* _DATA EXTRACT_:
BEGIN

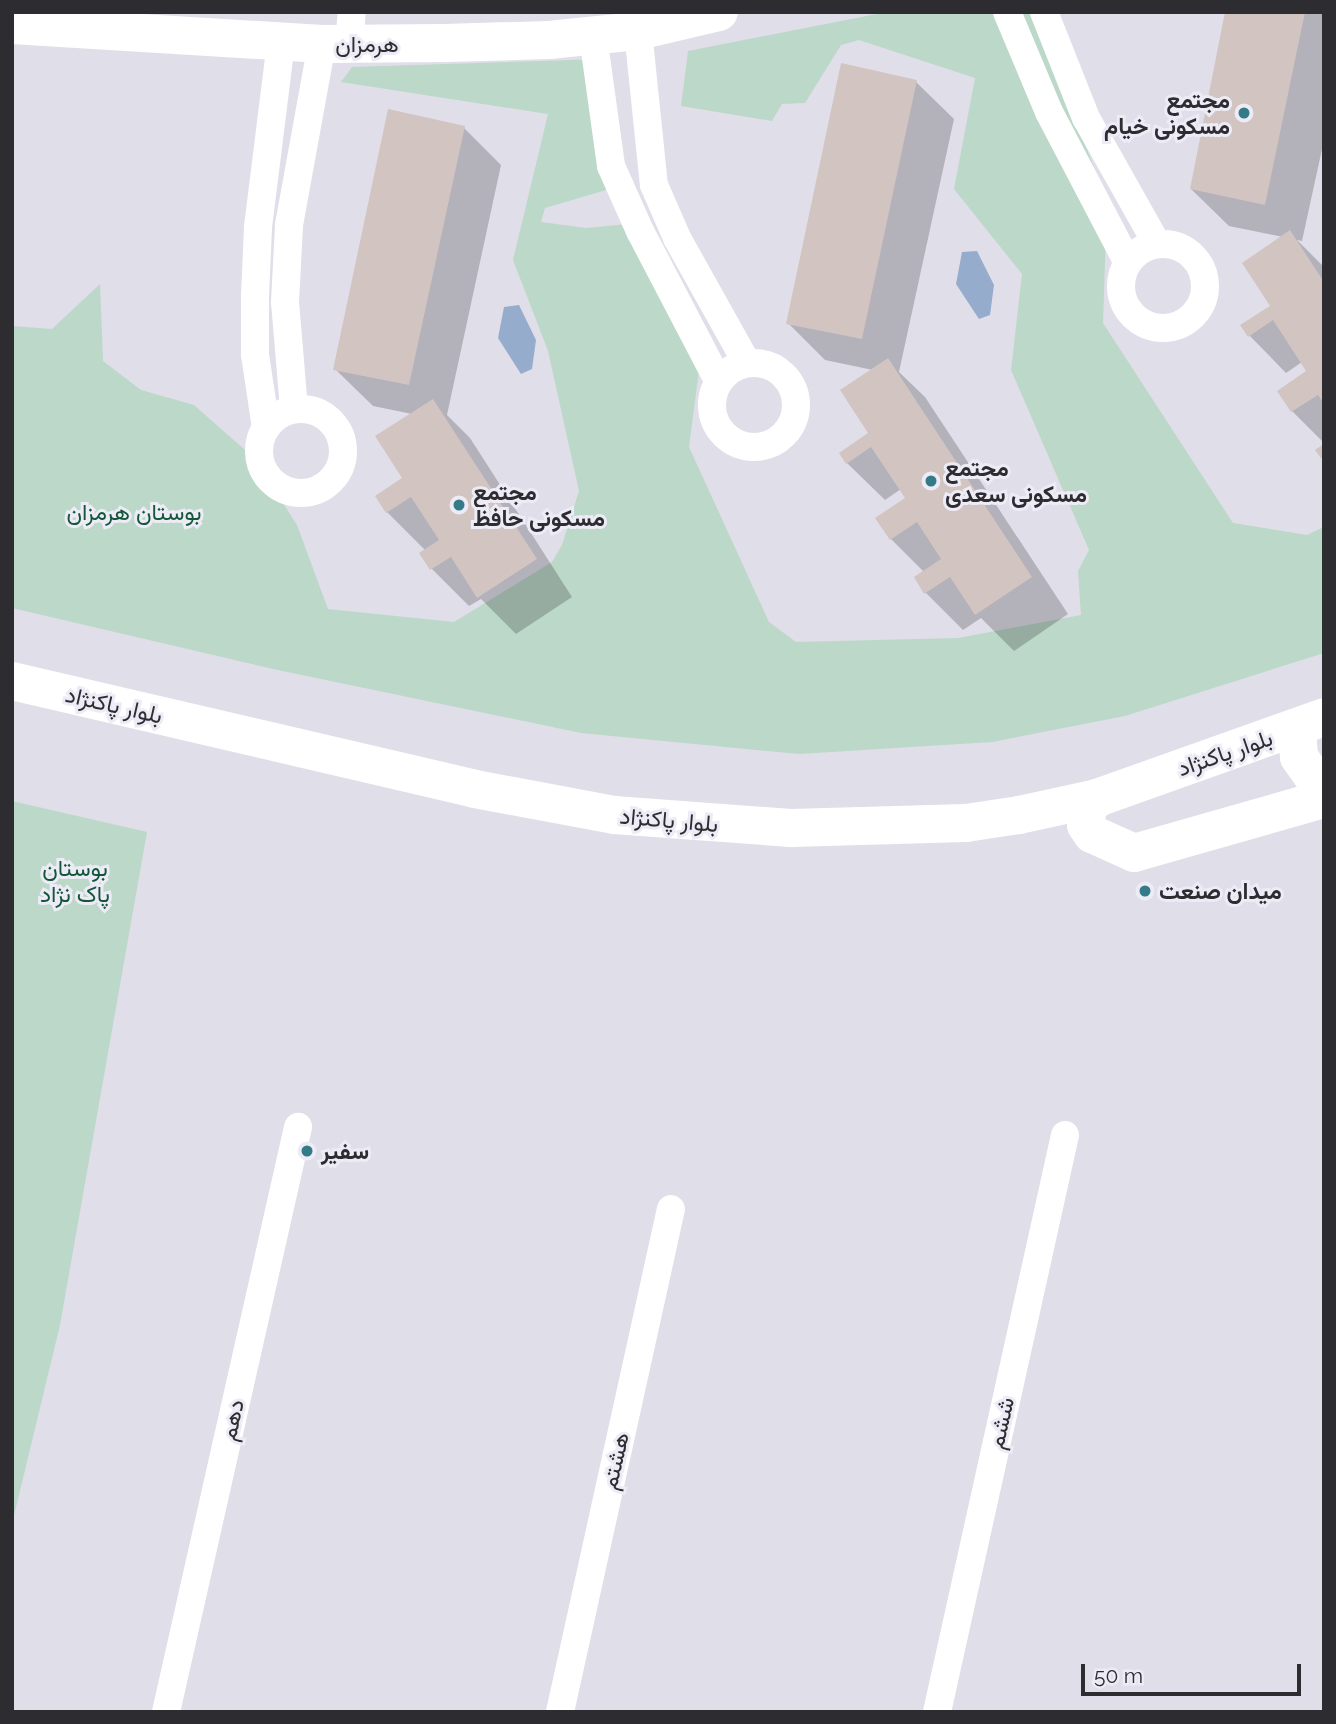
<!DOCTYPE html>
<html>
<head>
<meta charset="utf-8">
<style>
	body { margin:0 }
	#map { position:relative; width:1336px; height:1724px; overflow:hidden; background:#e0dee9; font-family:Raleway,Vazirmatn,sans-serif }
	div>[style] { position:absolute }
	.green>* { inset:0; background:#bcd8c8 }
	.water>* { inset:0; background:#96accc }
	.shadow>* { inset:0; background:#0003 }
	.building>* { inset:0; background:#d1c4c1 }
	.street>* { height:28px; margin:-14px; padding:0 14px; transform-origin:14px; border-radius:14px; background:#fff }
	.street>.ring { margin:-14px; padding:0; box-sizing:content-box; background:none; border:28px solid #fff; border-radius:50% }
	.secondary>* { height:38px; margin:-19px; padding:0 19px; transform-origin:19px; border-radius:19px; background:#fff }
	.dots>* { width:19px; height:19px; translate:-50% -50%; box-sizing:border-box; border:4px solid #edebf6; border-radius:50% }
	span { translate:-50% -50%; white-space:nowrap; text-align:center; line-height:1.15; -webkit-text-stroke:6px #edebf6; paint-order:stroke }
	.street-label { font-size:23px; color:#2d2c30 }
	.poi-label { font-size:23px; color:#2d2c30; font-weight:700 }
	.right { translate:-100% -50%; text-align:right }
	.left { translate:0 -50%; text-align:left }
	.park-label { font-size:23px; color:#13573a }
	.frame { position:absolute; inset:0; border:14px solid #2d2c30; pointer-events:none }
	.scale { position:absolute; left:1081px; top:1664px; width:220px; height:32px; box-sizing:border-box; border:4px solid #2d2c30; border-top:0; padding-left:9px; font-size:21px; line-height:24px; white-space:nowrap; color:#2d2c30; -webkit-text-stroke:5px #edebf6; paint-order:stroke }
</style>
</head>
<body>
<div id="map">
	<div class="green">
		<div style="clip-path:polygon(887px 12px,1035px 12px,1107px 202px,1103px 323px,1233px 523px,1307px 535px,1324px 527px,1324px 653px,1125px 716px,992px 742px,799px 754px,581px 733px,273px 669px,12px 608px,12px 326px,52px 329px,100px 284px,103px 361px,141px 390px,194px 405px,253px 457px,297px 525px,328px 609px,454px 622px,552px 562px,562px 545px,579px 491px,548px 351px,513px 260px,548px 114px,341px 82px,352px 67px,605px 59px,620px 186px,545px 208px,541px 222px,586px 228px,638px 223px,701px 355px,689px 447px,769px 622px,796px 642px,958px 638px,1081px 615px,1078px 571px,1089px 550px,1011px 370px,1022px 274px,954px 189px,975px 78px,859px 40px,841px 45px,805px 103px,782px 104px,772px 121px,681px 106px,688px 51px)"></div>
		<div style="clip-path:polygon(12px 801px,147px 832px,60px 1325px,12px 1524px)"></div>
	</div>
	<div class="water">
		<div style="clip-path:polygon(977px 251px,994px 285px,990px 315px,979px 319px,956px 284px,962px 252px)"></div>
		<div style="clip-path:polygon(519px 305px,536px 340px,532px 369px,521px 374px,498px 338px,504px 307px)"></div>
	</div>
	<div class="shadow">
		<div style="clip-path:polygon(1229px 12px,1324px 12px,1324px 140px,1302px 241px,1297px 240px,1324px 267px,1324px 443px,1292px 411px,1279px 391px,1309px 372px,1302px 362px,1286px 373px,1249px 335px,1272px 306px,1283px 237px,1229px 226px,1191px 189px)"></div>
		<div style="clip-path:polygon(916px 82px,954px 119px,899px 372px,925px 397px,1068px 614px,1014px 651px,981px 618px,963px 630px,926px 593px,924px 572px,891px 539px,907px 499px,901px 489px,885px 500px,847px 463px,870px 433px,873px 370px,825px 360px,788px 323px)"></div>
		<div style="clip-path:polygon(464px 128px,501px 165px,447px 415px,470px 438px,572px 597px,516px 634px,481px 599px,469px 606px,432px 569px,421px 553px,425px 550px,387px 512px,377px 496px,404px 479px,412px 414px,373px 406px,335px 369px)"></div>
	</div>
	<div class="building">
		<div style="clip-path:polygon(1225px 12px,1305px 12px,1265px 205px,1190px 189px)"></div>
		<div style="clip-path:polygon(841px 63px,917px 80px,862px 339px,786px 324px)"></div>
		<div style="clip-path:polygon(388px 109px,465px 126px,409px 385px,333px 370px)"></div>
		<div style="clip-path:polygon(1290px 230px,1324px 282px,1324px 404px,1318px 395px,1291px 412px,1277px 391px,1306px 371px,1273px 320px,1248px 337px,1240px 325px,1270px 306px,1242px 263px)"></div>
		<div style="clip-path:polygon(888px 358px,1032px 577px,975px 615px,950px 577px,924px 594px,914px 577px,941px 559px,917px 522px,890px 540px,875px 518px,905px 498px,871px 447px,846px 464px,839px 453px,868px 433px,840px 390px)"></div>
		<div style="clip-path:polygon(433px 399px,537px 559px,477px 598px,451px 557px,430px 570px,419px 553px,439px 540px,411px 497px,386px 513px,375px 496px,402px 478px,375px 436px)"></div>
		<div style="clip-path:polygon(1324px 444px,1324px 462px,1315px 450px)"></div>
	</div>
	<div class="street">
		<div style="left:1007px;top:12px;width:108px;rotate:67.2deg"></div>
		<div style="left:1049px;top:112px;width:170px;rotate:62.4deg"></div>
		<div style="left:1044px;top:12px;width:114px;rotate:68.4deg"></div>
		<div style="left:1086px;top:118px;width:145px;rotate:60.6deg"></div>
		<div style="left:638px;top:31px;width:155px;rotate:84.1deg"></div>
		<div style="left:654px;top:185px;width:58px;rotate:66.5deg"></div>
		<div style="left:677px;top:238px;width:143px;rotate:60.8deg"></div>
		<div style="left:593px;top:36px;width:131px;rotate:82.1deg"></div>
		<div style="left:611px;top:166px;width:71px;rotate:66deg"></div>
		<div style="left:640px;top:231px;width:170px;rotate:62.4deg"></div>
		<div style="left:349px;top:44px;width:32px;rotate:-85deg"></div>
		<div class="ring" style="left:1121px;top:244px;width:56px;height:56px"></div>
		<div class="ring" style="left:712px;top:363px;width:56px;height:56px"></div>
		<div style="left:294px;top:409px;width:107px;rotate:-94.8deg"></div>
		<div style="left:285px;top:302px;width:77px;rotate:-87deg"></div>
		<div style="left:289px;top:225px;width:184px;rotate:-79.7deg"></div>
		<div class="ring" style="left:259px;top:409px;width:56px;height:56px"></div>
		<div style="left:266px;top:428px;width:75px;rotate:-98.5deg"></div>
		<div style="left:255px;top:354px;width:58px;rotate:-90deg"></div>
		<div style="left:255px;top:296px;width:69px;rotate:-87.5deg"></div>
		<div style="left:258px;top:227px;width:186px;rotate:-82.9deg"></div>
		<div style="left:166px;top:1712px;width:600px;rotate:-77.28deg"></div>
		<div style="left:560px;top:1712px;width:515px;rotate:-77.56deg"></div>
		<div style="left:937px;top:1712px;width:591px;rotate:-77.49deg"></div>
	</div>
	<div class="secondary">
		<div style="left:12px;top:25px;width:311px;rotate:3.5deg"></div>
		<div style="left:322px;top:44px;width:121px;rotate:-0.5deg"></div>
		<div style="left:443px;top:43px;width:106px;rotate:-1.6deg"></div>
		<div style="left:549px;top:40px;width:89px;rotate:-5.8deg"></div>
		<div style="left:638px;top:31px;width:83px;rotate:-13.2deg"></div>
		<div style="left:12px;top:681px;width:475px;rotate:13.1deg"></div>
		<div style="left:475px;top:789px;width:141px;rotate:10.6deg"></div>
		<div style="left:614px;top:815px;width:177px;rotate:4.2deg"></div>
		<div style="left:791px;top:828px;width:175px;rotate:-1.6deg"></div>
		<div style="left:966px;top:823px;width:54px;rotate:-8.6deg"></div>
		<div style="left:1019px;top:815px;width:80px;rotate:-12.3deg"></div>
		<div style="left:1097px;top:798px;width:241px;rotate:-19.6deg"></div>
		<div style="left:1297px;top:728px;width:29px;rotate:86deg"></div>
		<div style="left:1299px;top:757px;width:28px;rotate:55deg"></div>
		<div style="left:1315px;top:780px;width:9px;rotate:18deg"></div>
		<div style="left:1097px;top:798px;width:15px;rotate:132deg"></div>
		<div style="left:1087px;top:809px;width:16px;rotate:94deg"></div>
		<div style="left:1086px;top:825px;width:11px;rotate:56deg"></div>
		<div style="left:1092px;top:834px;width:46px;rotate:24.3deg"></div>
		<div style="left:1134px;top:853px;width:198px;rotate:-15.9deg"></div>
	</div>
	<div class="dots">
		<div style="left:1244px;top:113px;background:#347a87"></div>
		<div style="left:931px;top:481px;background:#347a87"></div>
		<div style="left:459px;top:505px;background:#347a87"></div>
		<div style="left:1145px;top:891px;background:#347a87"></div>
		<div style="left:307px;top:1151px;background:#347a87"></div>
	</div>
	<div class="street-label">
		<span style="left:367px;top:44px">هرمزان</span>
		<span style="left:114px;top:705px;rotate:13deg">بلوار پاکنژاد</span>
		<span style="left:1225px;top:753px;rotate:-19deg">بلوار پاکنژاد</span>
		<span style="left:669px;top:820px;rotate:5deg">بلوار پاکنژاد</span>
		<span style="left:232px;top:1420px;rotate:-77deg">دهم</span>
		<span style="left:1001px;top:1423px;rotate:-77deg">ششم</span>
		<span style="left:615px;top:1461px;rotate:-77deg">هشتم</span>
	</div>
	<div class="poi-label">
		<span class="right" style="left:1230px;top:113px">مجتمع<br>مسکونی خیام</span>
		<span class="left" style="left:945px;top:481px">مجتمع<br>مسکونی سعدی</span>
		<span class="left" style="left:473px;top:505px">مجتمع<br>مسکونی حافظ</span>
		<span class="left" style="left:1159px;top:891px">میدان صنعت</span>
		<span class="left" style="left:321px;top:1151px">سفیر</span>
	</div>
	<div class="park-label">
		<span style="left:134px;top:512px">بوستان هرمزان</span>
		<span style="left:75px;top:881px">بوستان<br>پاک نژاد</span>
	</div>
	<div class="frame"></div>
	<div class="scale">50 m</div>
</div>
</body>
</html>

END

* _THE TASK_: Your answer should be every line from the material above in which the word "position" appears.

* _EXERCISE ANSWER_:
	#map { position:relative; width:1336px; height:1724px; overflow:hidden; background:#e0dee9; font-family:Raleway,Vazirmatn,sans-serif }
	div>[style] { position:absolute }
	.frame { position:absolute; inset:0; border:14px solid #2d2c30; pointer-events:none }
	.scale { position:absolute; left:1081px; top:1664px; width:220px; height:32px; box-sizing:border-box; border:4px solid #2d2c30; border-top:0; padding-left:9px; font-size:21px; line-height:24px; white-space:nowrap; color:#2d2c30; -webkit-text-stroke:5px #edebf6; paint-order:stroke }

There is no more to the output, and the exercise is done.